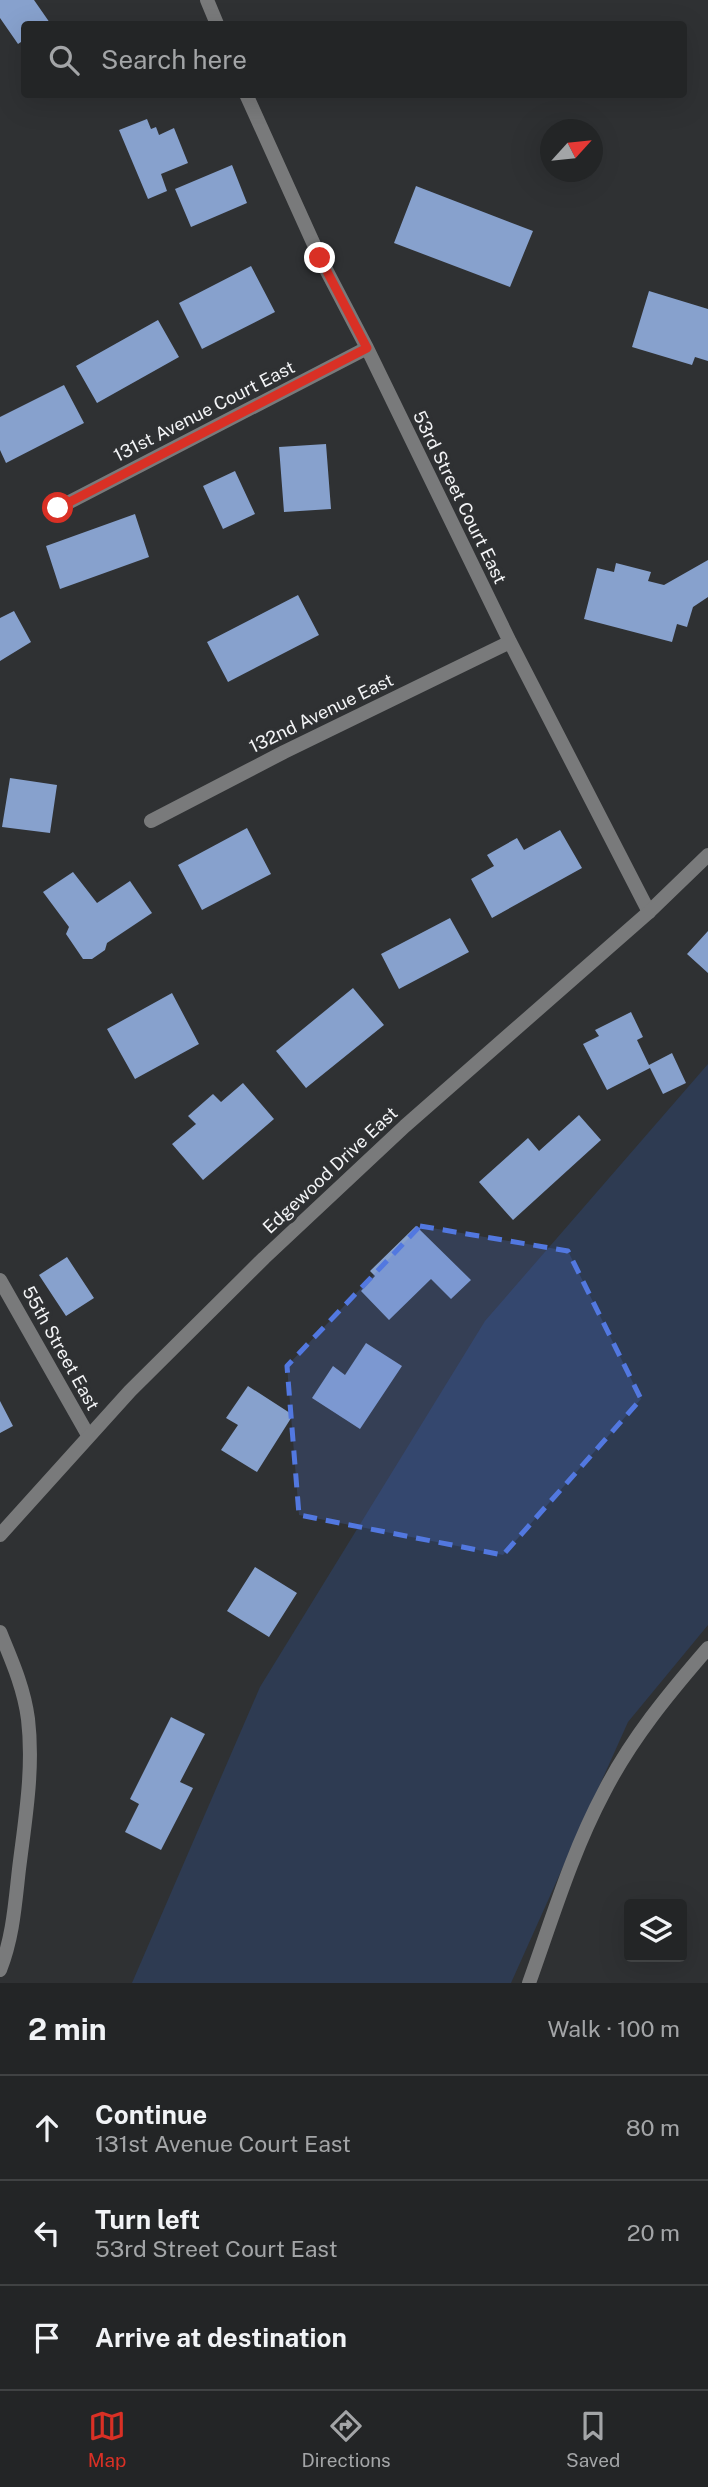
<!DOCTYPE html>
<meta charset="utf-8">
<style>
body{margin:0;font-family:"Public Sans",sans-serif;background:#2b2d2e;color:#f1f3f6}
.controls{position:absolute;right:21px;bottom:21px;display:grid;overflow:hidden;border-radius:7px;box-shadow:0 7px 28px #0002}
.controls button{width:63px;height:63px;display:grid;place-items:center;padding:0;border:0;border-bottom:2px solid #404243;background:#232526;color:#f1f3f6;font:35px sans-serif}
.compass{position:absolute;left:540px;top:119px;width:63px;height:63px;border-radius:50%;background:#232526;box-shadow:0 7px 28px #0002;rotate:63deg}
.stop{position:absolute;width:21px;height:21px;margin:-16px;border:5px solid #d93025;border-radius:50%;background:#fff}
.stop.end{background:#d93025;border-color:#fff;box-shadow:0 2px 7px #0008}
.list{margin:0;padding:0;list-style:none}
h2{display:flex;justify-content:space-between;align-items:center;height:91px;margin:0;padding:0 28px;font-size:30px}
h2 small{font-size:23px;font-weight:400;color:#a3a5a7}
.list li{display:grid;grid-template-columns:46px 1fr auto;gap:21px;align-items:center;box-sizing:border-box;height:105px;padding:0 28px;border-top:2px solid #404243}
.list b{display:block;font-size:26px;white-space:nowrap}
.list p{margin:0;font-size:23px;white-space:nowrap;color:#a3a5a7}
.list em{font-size:23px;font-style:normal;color:#a3a5a7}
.icon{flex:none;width:38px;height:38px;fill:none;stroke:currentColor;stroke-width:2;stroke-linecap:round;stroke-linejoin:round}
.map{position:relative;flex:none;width:708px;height:1983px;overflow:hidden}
.search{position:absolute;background:#232526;box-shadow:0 7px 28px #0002;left:21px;right:21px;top:21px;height:77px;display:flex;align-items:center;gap:18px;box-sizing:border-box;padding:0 24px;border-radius:7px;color:#a3a5a7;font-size:26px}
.sheet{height:406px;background:#232526}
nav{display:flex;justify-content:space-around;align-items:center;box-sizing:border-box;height:98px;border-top:2px solid #404243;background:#232526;font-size:19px;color:#a3a5a7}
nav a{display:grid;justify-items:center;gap:4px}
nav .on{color:#d93025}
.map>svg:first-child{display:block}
.green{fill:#2e3b52}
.building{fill:#87a1cd}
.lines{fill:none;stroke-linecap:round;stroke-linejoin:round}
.minor{stroke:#797a7b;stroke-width:14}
.tertiary{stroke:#797a7b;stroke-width:14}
.route{stroke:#d93025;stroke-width:9}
.marked{fill:#5278e0;fill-opacity:0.2;stroke:#5278e0;stroke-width:5;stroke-dasharray:14 9;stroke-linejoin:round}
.labels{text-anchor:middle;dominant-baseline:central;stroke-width:7;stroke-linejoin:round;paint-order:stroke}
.street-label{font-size:18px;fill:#f3f4f6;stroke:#2f3133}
</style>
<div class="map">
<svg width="708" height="1983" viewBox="0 0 708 1983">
<rect width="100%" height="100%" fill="#2f3133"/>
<!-- green -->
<path class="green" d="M708 1064V1625L628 1722 511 1983H132L260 1687 485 1321Z"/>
<!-- building -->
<path class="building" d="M0 0H34L50 23 24 24V40L18 44 0 18Z
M147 119 151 129 156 127 159 135 174 128 188 163 161 174 167 191 148 199 119 130Z
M232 165 247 203 191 227 175 189Z
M416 186 533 231 510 287 394 243Z
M251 266 275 312 202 349 179 303Z
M649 291 708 309V361L695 357 692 365 632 347Z
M158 320 179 357 97 403 76 366Z
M64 385 84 423 6 463 0 450V417Z
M326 444 331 509 284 512 279 447Z
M235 471 255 514 223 529 203 486Z
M135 514 149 557 60 589 46 546Z
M708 560V597L693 607 687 627 677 624 672 642 584 619 597 568 614 572 616 563 651 572 648 581 664 585Z
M298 595 319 635 228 682 207 642Z
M14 611 31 642 0 661V618Z
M10 778 57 785 50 833 2 827Z
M247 828 271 874 202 910 178 865Z
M560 830 582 868 492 918 471 879 494 866 487 855 517 838 524 850Z
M73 872 97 903 130 881 152 913 107 943 105 950 92 959H83L66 934 69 927 43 892Z
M450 918 469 952 399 989 381 954Z
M708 931V973L687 954Z
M353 988 384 1025 306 1088 276 1051Z
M172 993 199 1044 135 1079 107 1029Z
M631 1012 643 1037 637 1040 649 1065 672 1053 686 1083 663 1094 650 1068 607 1090 583 1044 599 1036 595 1030Z
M243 1083 274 1119 203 1180 172 1144 196 1124 188 1116 213 1094 221 1102Z
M579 1115 601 1140 513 1220 479 1182 528 1138 539 1151Z
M416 1226 471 1280 451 1299 431 1279 389 1320 361 1291 375 1276 370 1271Z
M67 1257 94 1298 66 1316 39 1275Z
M366 1343 402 1366 360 1429 312 1398 333 1366 345 1375Z
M248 1386 293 1415 257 1472 221 1450 238 1425 226 1418Z
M0 1401 13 1426 0 1433Z
M255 1567 297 1593 269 1637 227 1611Z
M171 1717 205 1734 180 1782 193 1788 161 1850 125 1832 139 1804 130 1799Z"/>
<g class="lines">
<!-- minor -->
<path class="minor" d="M207 0 217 24
M246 94 320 258 367 348 510 642 649 912
M58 508 367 348
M151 821 284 752 510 642
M0 1280 88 1435
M0 1632C12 1661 24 1688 28 1719 34 1769 25 1820 19 1869 15 1904 13 1937 0 1970"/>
<!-- tertiary -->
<path class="tertiary" d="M0 1535 130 1391 264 1258 405 1126 649 912 708 855
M529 1983C552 1919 572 1852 604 1792 631 1739 669 1693 708 1648"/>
</g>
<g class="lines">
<!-- route -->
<path class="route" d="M58 508 367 348 320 258"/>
</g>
<!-- marked area -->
<path class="marked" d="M420 1226 568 1251 641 1399 503 1555 299 1515 287 1366Z"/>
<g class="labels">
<!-- street labels -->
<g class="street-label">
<text transform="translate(204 411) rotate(-27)">131st Avenue Court East</text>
<text transform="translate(460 497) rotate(64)">53rd Street Court East</text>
<text transform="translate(321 713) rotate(-26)">132nd Avenue East</text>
<text transform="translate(330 1170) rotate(-43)">Edgewood Drive East</text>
<text transform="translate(61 1348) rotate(61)">55th Street East</text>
</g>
</g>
</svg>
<div class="controls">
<button><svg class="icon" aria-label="layers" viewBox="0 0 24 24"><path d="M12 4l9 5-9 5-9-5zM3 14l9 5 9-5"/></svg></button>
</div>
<svg class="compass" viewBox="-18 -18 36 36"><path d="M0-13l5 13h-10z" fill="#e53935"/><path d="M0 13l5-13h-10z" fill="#a3a5a7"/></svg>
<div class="stop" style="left:58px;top:508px"></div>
<div class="stop end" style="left:320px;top:258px"></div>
<div class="search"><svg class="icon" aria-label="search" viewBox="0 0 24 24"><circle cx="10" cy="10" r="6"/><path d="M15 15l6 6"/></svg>Search here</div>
</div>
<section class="sheet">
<h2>2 min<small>Walk · 100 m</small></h2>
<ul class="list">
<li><svg class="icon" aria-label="ahead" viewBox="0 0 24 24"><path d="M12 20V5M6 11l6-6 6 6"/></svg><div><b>Continue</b><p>131st Avenue Court East</p></div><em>80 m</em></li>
<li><svg class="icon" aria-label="left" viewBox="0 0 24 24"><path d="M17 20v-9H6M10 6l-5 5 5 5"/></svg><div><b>Turn left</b><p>53rd Street Court East</p></div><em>20 m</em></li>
<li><svg class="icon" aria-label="arrive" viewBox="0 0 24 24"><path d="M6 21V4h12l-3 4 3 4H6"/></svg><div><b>Arrive at destination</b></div></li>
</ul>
</section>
<nav>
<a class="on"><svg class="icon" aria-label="map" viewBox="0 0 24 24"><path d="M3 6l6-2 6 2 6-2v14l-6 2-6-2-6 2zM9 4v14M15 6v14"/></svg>Map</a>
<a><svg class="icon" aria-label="directions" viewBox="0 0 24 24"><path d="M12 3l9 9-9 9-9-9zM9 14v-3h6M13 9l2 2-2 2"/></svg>Directions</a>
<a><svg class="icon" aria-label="saved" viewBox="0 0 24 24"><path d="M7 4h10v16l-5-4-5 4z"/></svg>Saved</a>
</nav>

*TRY IT*
Out of the records above, pull the lines that include the word "linecap".

*OUTPUT BELOW*
.icon{flex:none;width:38px;height:38px;fill:none;stroke:currentColor;stroke-width:2;stroke-linecap:round;stroke-linejoin:round}
.lines{fill:none;stroke-linecap:round;stroke-linejoin:round}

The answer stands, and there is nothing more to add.